Feb 10, 2008
Recall efforts continue to take twists and turns
The old saying that “you need a scorecard to know the players” can apply to the recall efforts against primarily Democratic lawmakers.
Developments occur almost daily over the attempt to recall lawmakers who voted for the increase of the income tax and the sales tax on some services – since repealed - that avoided a government shutdown and helped balanced the state budget on Oct. 1., and all of it is going on as the clock ticks toward the November General Election when all recall efforts – at least for state Representative – will become moot.
The Michigan Recalls Organization, another recall effort headed by Republican Macomb County Commissioner Leon Drolet, helped file new recall petitions against Rep. Mike Simpson, D-Liberty Township, after the Jackson County Elections Commission rejected six previous petitions for not having clear language.
However, the Jackson County commission did approve recall language against Rep. Marty Griffin, D-Jackson, last week.
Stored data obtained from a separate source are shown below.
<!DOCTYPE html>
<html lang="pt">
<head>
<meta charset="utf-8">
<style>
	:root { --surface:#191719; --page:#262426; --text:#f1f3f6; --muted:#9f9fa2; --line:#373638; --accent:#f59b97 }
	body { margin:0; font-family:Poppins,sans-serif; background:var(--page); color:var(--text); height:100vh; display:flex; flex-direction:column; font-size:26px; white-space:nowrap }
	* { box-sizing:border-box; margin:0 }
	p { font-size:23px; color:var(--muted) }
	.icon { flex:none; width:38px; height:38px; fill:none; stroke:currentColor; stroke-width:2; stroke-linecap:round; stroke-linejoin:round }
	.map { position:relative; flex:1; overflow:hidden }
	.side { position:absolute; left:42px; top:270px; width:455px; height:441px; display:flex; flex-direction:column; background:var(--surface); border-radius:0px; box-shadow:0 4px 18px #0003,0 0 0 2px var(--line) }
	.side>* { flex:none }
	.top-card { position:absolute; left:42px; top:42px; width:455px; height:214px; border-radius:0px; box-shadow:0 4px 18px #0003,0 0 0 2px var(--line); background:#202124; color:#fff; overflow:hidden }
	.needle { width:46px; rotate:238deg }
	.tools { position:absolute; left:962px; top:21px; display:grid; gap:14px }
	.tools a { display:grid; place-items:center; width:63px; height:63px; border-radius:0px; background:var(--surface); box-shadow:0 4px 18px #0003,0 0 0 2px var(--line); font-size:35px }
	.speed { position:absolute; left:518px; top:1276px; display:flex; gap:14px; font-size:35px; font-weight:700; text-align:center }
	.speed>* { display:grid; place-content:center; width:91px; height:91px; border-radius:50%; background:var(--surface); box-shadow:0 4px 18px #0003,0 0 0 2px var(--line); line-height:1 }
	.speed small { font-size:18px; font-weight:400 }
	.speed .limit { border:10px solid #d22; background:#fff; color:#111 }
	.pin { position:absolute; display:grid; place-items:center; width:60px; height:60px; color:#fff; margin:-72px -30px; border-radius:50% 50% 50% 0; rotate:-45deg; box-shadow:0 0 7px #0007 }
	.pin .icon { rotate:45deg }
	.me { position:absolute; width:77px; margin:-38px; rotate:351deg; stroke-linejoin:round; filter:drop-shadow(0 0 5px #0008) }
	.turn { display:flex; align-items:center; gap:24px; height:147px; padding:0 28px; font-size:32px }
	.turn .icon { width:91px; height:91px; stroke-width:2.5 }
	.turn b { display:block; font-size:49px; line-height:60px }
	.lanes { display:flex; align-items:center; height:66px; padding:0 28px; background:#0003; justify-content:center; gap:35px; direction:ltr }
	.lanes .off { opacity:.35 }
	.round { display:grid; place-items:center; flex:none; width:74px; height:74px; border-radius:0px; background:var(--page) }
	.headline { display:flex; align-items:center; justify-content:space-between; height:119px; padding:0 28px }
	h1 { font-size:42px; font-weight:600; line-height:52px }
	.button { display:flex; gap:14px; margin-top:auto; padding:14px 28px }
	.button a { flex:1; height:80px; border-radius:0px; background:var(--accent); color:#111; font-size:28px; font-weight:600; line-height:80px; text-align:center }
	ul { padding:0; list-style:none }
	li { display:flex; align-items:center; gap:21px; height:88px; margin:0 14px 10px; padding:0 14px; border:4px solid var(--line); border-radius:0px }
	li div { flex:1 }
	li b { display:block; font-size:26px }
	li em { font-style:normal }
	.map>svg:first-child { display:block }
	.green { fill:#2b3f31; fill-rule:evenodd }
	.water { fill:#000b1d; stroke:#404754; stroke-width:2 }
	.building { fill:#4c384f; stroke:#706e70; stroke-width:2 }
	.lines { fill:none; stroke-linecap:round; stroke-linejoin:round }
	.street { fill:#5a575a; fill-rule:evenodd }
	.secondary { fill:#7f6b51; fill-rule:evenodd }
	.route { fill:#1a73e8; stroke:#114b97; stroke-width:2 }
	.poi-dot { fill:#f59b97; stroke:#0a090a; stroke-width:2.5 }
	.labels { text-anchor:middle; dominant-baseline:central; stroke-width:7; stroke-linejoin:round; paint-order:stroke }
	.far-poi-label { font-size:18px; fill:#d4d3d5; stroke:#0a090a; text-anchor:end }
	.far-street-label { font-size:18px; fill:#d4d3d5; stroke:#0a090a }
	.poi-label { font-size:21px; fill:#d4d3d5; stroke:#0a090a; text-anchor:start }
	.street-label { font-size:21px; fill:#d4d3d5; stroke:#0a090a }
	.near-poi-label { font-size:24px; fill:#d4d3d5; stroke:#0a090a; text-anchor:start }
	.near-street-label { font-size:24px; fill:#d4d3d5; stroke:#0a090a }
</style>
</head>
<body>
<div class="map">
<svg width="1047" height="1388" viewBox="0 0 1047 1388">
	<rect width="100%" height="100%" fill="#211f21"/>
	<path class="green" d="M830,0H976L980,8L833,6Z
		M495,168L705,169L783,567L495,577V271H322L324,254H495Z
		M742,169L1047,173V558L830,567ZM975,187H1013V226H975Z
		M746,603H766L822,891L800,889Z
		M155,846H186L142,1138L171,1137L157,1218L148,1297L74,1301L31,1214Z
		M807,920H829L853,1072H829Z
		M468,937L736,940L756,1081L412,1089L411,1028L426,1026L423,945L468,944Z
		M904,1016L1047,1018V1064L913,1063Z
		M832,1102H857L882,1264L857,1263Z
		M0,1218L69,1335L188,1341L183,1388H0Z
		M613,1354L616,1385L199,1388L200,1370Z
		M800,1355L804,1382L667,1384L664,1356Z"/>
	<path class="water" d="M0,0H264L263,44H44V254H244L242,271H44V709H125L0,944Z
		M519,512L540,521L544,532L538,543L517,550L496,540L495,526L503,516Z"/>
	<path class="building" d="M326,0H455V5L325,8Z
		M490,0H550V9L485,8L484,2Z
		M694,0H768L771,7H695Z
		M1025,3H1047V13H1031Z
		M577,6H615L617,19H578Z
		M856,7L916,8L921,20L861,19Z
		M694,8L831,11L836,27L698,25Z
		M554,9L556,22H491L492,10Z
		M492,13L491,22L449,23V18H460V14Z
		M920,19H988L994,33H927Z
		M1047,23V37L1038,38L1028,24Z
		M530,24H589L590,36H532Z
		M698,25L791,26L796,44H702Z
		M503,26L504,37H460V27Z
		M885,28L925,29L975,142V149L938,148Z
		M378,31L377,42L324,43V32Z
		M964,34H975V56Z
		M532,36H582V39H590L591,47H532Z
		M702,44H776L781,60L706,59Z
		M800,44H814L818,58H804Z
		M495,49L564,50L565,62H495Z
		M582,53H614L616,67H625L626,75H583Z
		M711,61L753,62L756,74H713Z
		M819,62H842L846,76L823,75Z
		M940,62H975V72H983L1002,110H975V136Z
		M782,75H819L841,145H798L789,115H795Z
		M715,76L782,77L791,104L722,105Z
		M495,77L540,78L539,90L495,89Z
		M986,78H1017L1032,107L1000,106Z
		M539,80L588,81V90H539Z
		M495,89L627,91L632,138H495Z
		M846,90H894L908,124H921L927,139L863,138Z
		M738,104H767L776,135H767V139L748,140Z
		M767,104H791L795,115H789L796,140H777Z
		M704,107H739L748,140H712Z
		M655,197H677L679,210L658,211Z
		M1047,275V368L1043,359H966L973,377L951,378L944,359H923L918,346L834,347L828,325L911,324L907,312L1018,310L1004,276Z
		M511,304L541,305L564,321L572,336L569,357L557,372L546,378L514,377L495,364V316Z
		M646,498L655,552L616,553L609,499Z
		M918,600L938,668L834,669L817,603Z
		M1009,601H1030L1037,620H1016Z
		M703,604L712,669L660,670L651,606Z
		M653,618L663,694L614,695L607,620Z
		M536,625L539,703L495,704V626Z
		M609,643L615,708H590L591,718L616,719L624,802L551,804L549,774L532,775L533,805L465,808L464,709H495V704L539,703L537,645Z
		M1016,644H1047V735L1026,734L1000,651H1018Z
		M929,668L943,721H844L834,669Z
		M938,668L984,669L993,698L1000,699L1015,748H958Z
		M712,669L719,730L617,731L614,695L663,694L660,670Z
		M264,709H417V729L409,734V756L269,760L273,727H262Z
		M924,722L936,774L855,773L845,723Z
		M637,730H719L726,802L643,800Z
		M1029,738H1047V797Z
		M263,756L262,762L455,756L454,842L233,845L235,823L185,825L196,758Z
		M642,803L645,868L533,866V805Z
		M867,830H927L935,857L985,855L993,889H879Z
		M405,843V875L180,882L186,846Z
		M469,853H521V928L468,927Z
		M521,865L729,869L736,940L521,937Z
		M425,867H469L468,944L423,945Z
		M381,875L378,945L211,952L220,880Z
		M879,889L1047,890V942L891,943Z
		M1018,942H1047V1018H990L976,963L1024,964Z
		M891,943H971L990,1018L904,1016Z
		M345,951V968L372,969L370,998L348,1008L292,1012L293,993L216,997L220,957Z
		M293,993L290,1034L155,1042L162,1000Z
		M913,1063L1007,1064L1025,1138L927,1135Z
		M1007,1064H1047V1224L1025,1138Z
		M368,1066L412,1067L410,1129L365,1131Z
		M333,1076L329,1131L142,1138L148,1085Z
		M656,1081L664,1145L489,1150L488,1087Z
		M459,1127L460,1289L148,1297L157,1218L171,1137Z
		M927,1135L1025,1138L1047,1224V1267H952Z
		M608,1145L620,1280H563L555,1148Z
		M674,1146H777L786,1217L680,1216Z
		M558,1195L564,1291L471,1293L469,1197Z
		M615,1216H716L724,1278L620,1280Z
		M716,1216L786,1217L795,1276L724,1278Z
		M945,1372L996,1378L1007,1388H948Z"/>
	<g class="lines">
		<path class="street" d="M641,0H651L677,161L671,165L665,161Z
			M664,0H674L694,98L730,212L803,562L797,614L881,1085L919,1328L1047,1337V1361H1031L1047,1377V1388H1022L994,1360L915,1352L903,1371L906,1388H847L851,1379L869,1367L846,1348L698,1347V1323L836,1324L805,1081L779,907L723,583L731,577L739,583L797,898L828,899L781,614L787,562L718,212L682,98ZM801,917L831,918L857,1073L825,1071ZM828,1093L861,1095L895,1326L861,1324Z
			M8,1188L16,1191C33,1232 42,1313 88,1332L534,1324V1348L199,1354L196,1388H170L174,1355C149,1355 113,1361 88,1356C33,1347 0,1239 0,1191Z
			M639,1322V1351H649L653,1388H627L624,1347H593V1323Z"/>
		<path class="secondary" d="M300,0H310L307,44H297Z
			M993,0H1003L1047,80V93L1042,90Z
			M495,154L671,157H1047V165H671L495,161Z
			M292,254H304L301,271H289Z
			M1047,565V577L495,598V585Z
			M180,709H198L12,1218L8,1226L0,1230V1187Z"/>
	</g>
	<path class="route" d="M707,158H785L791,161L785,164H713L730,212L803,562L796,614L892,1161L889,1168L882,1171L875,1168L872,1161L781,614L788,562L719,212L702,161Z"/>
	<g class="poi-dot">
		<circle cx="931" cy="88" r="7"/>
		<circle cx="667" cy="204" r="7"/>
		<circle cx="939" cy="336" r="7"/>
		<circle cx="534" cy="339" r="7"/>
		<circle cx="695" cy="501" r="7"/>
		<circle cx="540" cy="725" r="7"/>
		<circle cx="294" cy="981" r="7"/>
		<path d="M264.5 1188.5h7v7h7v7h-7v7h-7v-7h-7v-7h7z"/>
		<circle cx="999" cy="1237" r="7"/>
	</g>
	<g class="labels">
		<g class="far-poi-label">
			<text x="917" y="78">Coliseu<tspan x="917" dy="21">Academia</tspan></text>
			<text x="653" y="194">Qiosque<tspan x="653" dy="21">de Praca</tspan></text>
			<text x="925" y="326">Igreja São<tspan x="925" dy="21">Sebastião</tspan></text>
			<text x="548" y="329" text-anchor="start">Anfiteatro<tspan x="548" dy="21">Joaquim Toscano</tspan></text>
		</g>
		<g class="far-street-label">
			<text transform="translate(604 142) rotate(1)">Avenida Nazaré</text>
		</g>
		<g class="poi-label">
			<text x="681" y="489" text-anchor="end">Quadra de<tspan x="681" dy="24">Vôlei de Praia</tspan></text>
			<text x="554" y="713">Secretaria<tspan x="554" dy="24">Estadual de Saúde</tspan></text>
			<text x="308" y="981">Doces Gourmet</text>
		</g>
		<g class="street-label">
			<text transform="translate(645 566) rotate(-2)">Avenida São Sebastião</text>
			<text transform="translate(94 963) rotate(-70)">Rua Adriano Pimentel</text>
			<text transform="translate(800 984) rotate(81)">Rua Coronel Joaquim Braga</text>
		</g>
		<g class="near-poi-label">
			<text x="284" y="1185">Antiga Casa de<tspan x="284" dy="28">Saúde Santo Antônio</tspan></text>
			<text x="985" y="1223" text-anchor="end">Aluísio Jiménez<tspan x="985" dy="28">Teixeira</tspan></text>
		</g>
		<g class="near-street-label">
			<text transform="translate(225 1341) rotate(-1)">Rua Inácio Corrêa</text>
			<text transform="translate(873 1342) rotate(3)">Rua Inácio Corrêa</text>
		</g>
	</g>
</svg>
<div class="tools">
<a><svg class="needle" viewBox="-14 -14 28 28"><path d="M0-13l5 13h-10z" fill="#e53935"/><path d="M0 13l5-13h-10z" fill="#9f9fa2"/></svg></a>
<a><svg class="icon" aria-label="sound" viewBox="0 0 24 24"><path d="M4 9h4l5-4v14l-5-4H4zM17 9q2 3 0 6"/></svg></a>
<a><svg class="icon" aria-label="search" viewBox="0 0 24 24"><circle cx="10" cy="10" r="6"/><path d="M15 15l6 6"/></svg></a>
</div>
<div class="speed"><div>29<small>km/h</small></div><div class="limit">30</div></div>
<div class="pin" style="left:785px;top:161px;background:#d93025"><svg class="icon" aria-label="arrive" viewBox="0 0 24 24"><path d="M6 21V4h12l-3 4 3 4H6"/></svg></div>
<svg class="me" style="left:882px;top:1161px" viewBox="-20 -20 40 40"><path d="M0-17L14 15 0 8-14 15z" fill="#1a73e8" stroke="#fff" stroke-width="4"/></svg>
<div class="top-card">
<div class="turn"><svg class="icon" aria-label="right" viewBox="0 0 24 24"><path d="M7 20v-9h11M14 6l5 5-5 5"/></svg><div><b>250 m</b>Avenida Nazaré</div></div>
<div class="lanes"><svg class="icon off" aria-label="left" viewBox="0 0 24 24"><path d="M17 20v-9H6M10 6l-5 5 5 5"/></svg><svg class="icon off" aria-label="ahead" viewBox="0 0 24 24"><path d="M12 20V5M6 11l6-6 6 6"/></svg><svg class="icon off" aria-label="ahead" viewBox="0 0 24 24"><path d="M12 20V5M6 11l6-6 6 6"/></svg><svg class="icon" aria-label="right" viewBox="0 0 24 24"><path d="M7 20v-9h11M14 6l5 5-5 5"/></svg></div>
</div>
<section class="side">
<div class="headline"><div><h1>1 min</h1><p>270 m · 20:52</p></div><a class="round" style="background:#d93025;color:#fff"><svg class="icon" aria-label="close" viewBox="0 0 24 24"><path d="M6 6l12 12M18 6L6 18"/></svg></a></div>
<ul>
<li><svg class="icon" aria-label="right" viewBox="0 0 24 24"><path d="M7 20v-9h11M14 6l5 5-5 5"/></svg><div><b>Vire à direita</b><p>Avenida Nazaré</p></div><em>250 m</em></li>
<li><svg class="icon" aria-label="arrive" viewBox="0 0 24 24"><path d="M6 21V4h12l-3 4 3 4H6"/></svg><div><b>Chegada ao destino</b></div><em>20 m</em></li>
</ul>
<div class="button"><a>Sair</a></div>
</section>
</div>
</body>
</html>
The Oakland County Election Commission was also busy last week. Just the day after an Oakland County Circuit Court Judge ruled that the recall petition language against Rep. Marie Donigan, D-Royal Oak, was unclear, the commission, led by clerk and former Republican state Representative Ruth Johnson, filed an appeal of that decision to the Michigan Court of Appeals.
The same Commission rejected the petition language for House Minority Leader Craig DeRoche, R-Novi. The recall cites his vote against repealing the state's pharmaceutical company immunity law that allows consumers to sue drug companies who cause death and injury through negligence. Additionally, another Oakland County lawmaker, Rep. Aldo Vagnozzi, D-Farmington Hills, is appealing his approved language to circuit court.
According to Michigan election law, the petition circulator must collect only those signatures of voters registered in the House District of the lawmaker being recalled, and the person collecting the signatures must also be a registered voter in that district. The petitions must contain the signatures equal to at least 25 percent for all the votes cast in the last gubernatorial election in the district of the lawmaker being recalled. That comes out to 7,627 signatures to force a recall vote for Griffin and 8,700 signatures for Simpson.
The clock may even be a bigger factor in the recall effort. Michigan Election Law says that a recall petition cannot be filed against an elected official during the last six months of the officer's term of office, and that puts the drop-dead date in May for the November ballot Additionally, the language is good for 180 days, but the actual petition drive for signatures must be within 90 days. In other words, there must be 90 days between the first and last signature.
Recall language has already been approved in the recalls against Griffin; House Speaker Andy Dillon, D-Redford Township; Rep. Marc Corriveau, D-Northville; Rep. Ed Gaffney, R-Grosse Pointe Farms; Rep. Steve Bieda, D-Warren; Rep. Robert Dean, D-Grand Rapids; and Vagnozzi. Recalls pending against lawmakers who had recall language rejected include Simpson, Donigan, DeRoche, Sen. Jerry Van Woerkom, R-Norton Shores; Rep. Joel Sheltrown, D-West Branch; and Rep. Mary Valentine, D-Muskegon.